A woman walks past a banner that reads, "Even you arrest (journalists) or censor (media) we know that you are a war criminal Tayyip" and with a picture of Turkish President Recep Tayyip Erdogan during a protest over the arrest of journalists Can Dundar and Erdem Gul in Ankara, Turkey, November 27, 2015. REUTERS/Umit Bektas

ANKARA (Reuters) - Two Turkish journalists arrested this week over their reports about arms supplies to Syria urged the European Union not to compromise on human rights and freedoms as it seeks an agreement with Turkey to help stem flows of migrants to Europe.

European diplomats have been measured in their criticism of media freedom in Turkey and President Tayyip Erdogan’s increasingly authoritarian rule, recognising the West needs Ankara’s help on the migrant crisis and as an ally in the U.S.-led coalition against Islamic State.

European and Turkish officials hope EU leaders and Turkey’s Prime Minister Ahmet Davutoglu will sign a deal to ease the migrant crisis on Sunday.

Writing from Silivri prison near Istanbul, Can Dundar, editor-in-chief of Cumhuriyet newspaper, which is left-wing, secular and often critical of the government, and senior editor Erdem Gul said in a letter to EU leaders they hope Sunday’s meeting results in a lasting solution, adding:

“We would also like to hope that your desire to end the crisis will not stand in the way of your sensitivity towards human rights, freedom of press and expression as fundamental values of the Western world.”

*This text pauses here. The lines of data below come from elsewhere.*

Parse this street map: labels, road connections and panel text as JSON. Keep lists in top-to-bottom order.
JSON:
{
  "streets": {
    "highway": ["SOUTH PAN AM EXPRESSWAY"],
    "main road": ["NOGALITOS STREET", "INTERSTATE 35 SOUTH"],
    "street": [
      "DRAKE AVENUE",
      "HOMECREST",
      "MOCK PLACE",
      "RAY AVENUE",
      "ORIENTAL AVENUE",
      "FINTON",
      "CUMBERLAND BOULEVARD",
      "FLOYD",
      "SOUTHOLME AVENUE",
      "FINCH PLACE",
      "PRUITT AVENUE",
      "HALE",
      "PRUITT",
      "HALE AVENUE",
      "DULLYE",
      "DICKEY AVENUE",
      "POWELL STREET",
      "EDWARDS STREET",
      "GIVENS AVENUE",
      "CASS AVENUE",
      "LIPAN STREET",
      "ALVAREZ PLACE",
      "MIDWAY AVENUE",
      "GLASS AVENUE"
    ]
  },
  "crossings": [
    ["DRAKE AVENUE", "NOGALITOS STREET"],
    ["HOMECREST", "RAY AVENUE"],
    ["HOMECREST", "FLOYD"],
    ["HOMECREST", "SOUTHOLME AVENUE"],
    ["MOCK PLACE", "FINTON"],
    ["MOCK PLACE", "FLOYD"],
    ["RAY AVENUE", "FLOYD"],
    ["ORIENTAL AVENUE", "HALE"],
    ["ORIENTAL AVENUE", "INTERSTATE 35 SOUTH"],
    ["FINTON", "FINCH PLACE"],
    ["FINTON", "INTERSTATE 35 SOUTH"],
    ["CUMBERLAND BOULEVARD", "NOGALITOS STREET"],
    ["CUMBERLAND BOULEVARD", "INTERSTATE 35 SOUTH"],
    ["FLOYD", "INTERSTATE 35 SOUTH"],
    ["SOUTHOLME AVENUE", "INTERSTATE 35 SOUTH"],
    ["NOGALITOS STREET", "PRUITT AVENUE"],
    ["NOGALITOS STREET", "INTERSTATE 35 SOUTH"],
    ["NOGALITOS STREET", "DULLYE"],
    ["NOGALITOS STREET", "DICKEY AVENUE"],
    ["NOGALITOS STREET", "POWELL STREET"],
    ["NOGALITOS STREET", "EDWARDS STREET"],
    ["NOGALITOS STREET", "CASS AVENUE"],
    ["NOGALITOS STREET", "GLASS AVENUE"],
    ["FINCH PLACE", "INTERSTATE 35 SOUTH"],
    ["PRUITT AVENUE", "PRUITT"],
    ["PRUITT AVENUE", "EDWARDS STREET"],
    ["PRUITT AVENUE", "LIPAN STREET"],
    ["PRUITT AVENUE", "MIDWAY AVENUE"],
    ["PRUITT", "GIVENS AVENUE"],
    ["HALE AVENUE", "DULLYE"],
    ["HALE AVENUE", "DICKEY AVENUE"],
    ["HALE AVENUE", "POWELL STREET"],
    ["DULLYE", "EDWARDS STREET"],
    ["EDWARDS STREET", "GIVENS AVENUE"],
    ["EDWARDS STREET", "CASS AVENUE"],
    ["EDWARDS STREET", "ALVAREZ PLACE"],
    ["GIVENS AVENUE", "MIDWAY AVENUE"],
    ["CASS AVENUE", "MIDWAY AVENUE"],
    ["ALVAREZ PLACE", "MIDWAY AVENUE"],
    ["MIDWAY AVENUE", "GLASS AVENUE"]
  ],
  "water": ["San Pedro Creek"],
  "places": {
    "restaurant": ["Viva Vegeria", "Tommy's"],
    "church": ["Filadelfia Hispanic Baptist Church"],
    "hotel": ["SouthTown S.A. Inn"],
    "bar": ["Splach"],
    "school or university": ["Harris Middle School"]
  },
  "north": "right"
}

The two also wrote to German Chancellor Angela Merkel, a spokesman for the German government confirmed.

A court on Thursday ordered the arrest of the two journalists over the publication of footage purporting to show the state intelligence agency helping send weapons to Syria.

The U.S. embassy criticised the arrests and the Council of Europe’s human rights commissioner Nils Muiznieks described them as “another blow to media freedom in Turkey”.